* [ACTIVITY]
Could you show each line of the records that contains the word "Coiffure"?

* [EXCERPTED DATA]
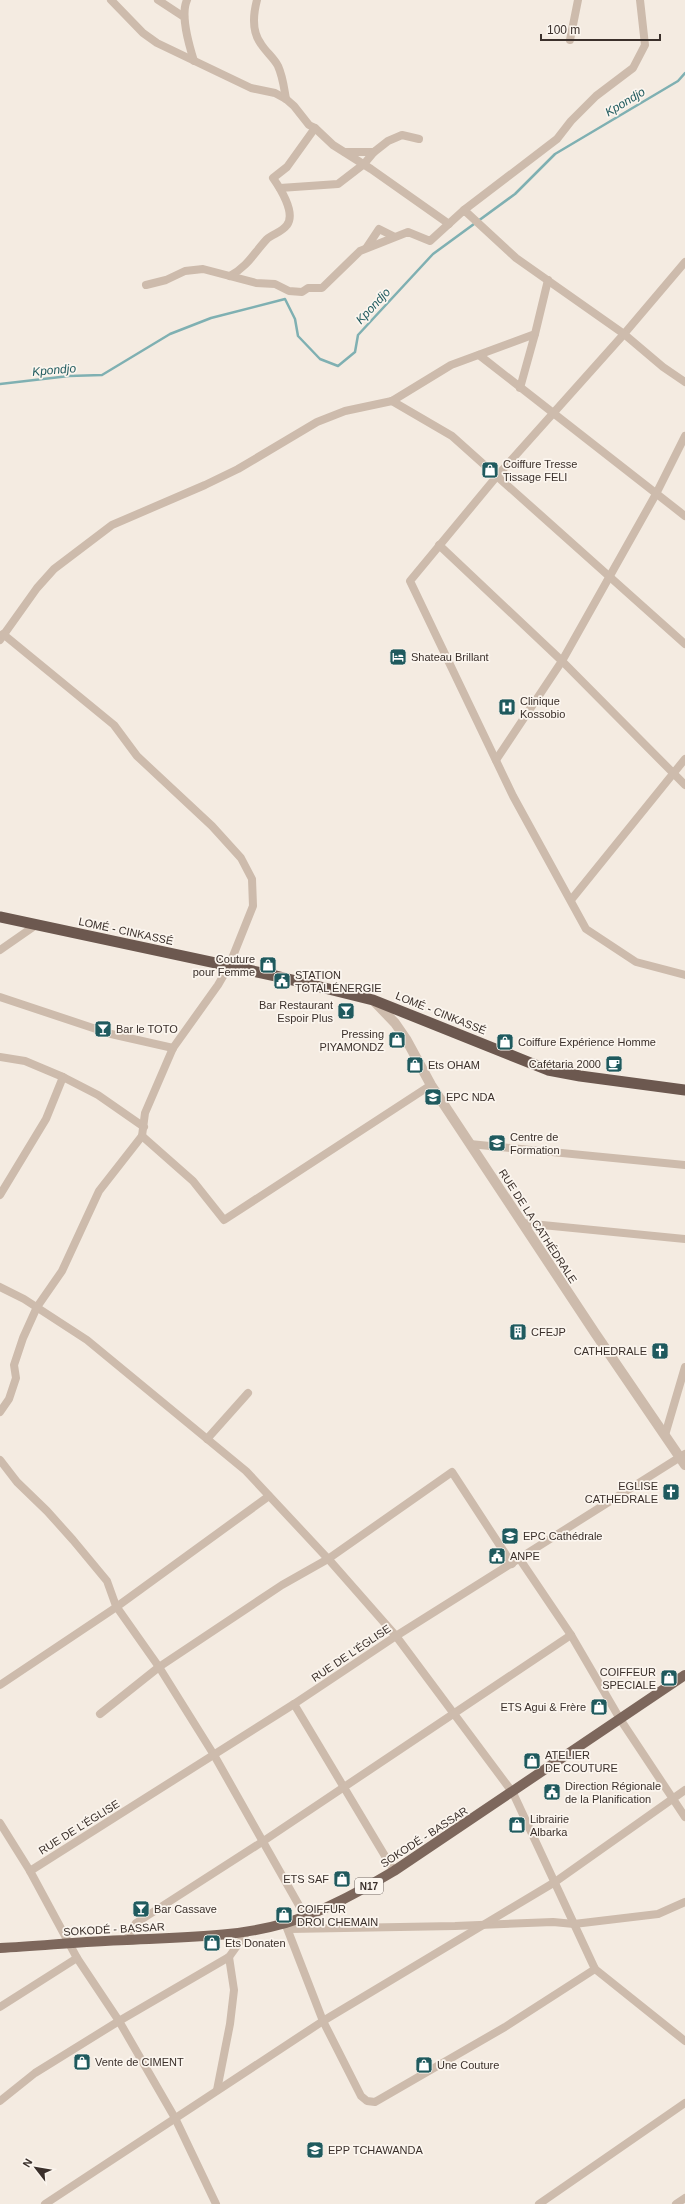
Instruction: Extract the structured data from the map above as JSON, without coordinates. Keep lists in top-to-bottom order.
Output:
{
  "streets": {
    "highway": ["LOMÉ - CINKASSÉ"],
    "main road": ["SOKODÉ - BASSAR", "N17"],
    "street": ["RUE DE LA CATHÉDRALE", "RUE DE L'ÉGLISE"]
  },
  "crossings": [
    ["LOMÉ - CINKASSÉ", "RUE DE LA CATHÉDRALE"],
    ["RUE DE LA CATHÉDRALE", "RUE DE L'ÉGLISE"]
  ],
  "water": ["Kpondjo"],
  "places": {
    "shop": [
      "Coiffure Tresse Tissage FELI",
      "Couture pour Femme",
      "Pressing PIYAMONDZ",
      "Coiffure Expérience Homme",
      "Ets OHAM",
      "COIFFEUR SPECIALE",
      "ETS Agui & Frère",
      "ATELIER DE COUTURE",
      "Librairie Albarka",
      "ETS SAF",
      "COIFFUR DROI CHEMAIN",
      "Ets Donaten",
      "Vente de CIMENT",
      "Une Couture"
    ],
    "hotel": ["Shateau Brillant"],
    "hospital": ["Clinique Kossobio"],
    "public building": ["STATION TOTAL ÉNERGIE", "ANPE", "Direction Régionale de la Planification"],
    "bar": ["Bar Restaurant Espoir Plus", "Bar le TOTO", "Bar Cassave"],
    "cafe": ["Cafétaria 2000"],
    "school or university": [
      "EPC NDA",
      "Centre de Formation",
      "EPC Cathédrale",
      "EPP TCHAWANDA"
    ],
    "building": ["CFEJP"],
    "church": ["CATHEDRALE", "EGLISE CATHEDRALE"]
  },
  "scale_bar": "100 m",
  "north": "top left"
}
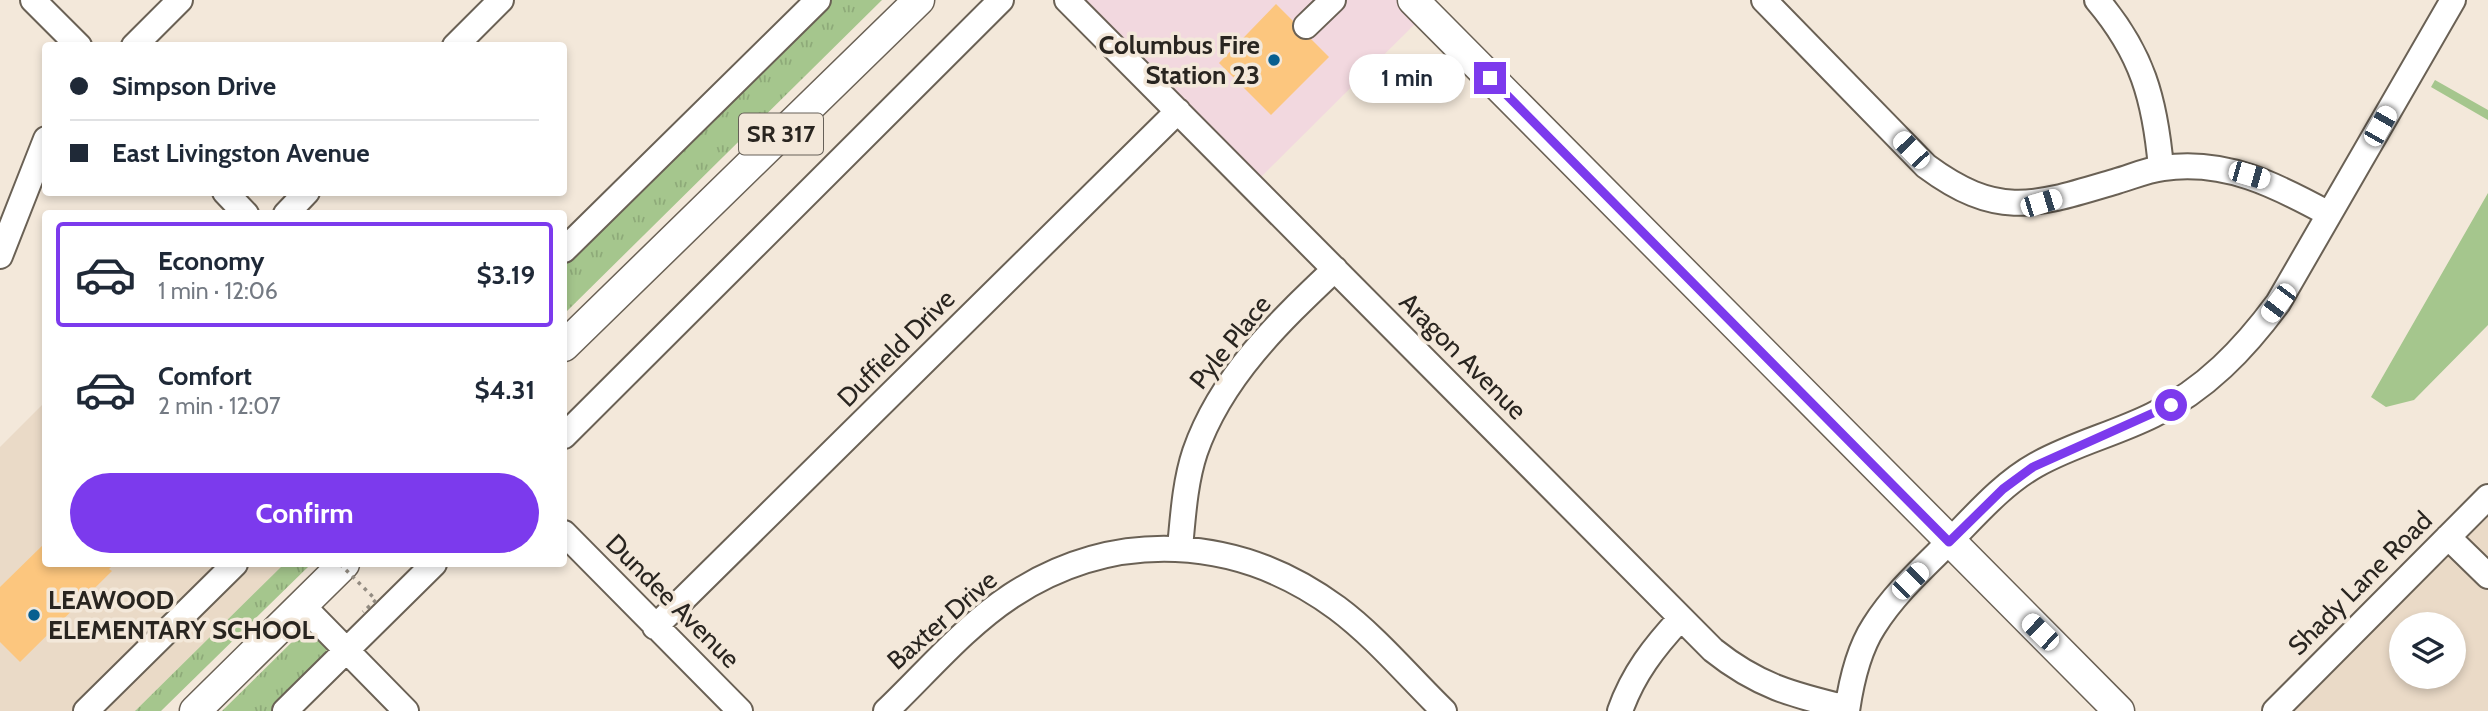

* [SOLUTION TO THIS EXERCISE]
      "Coiffure Tresse Tissage FELI",
      "Coiffure Expérience Homme",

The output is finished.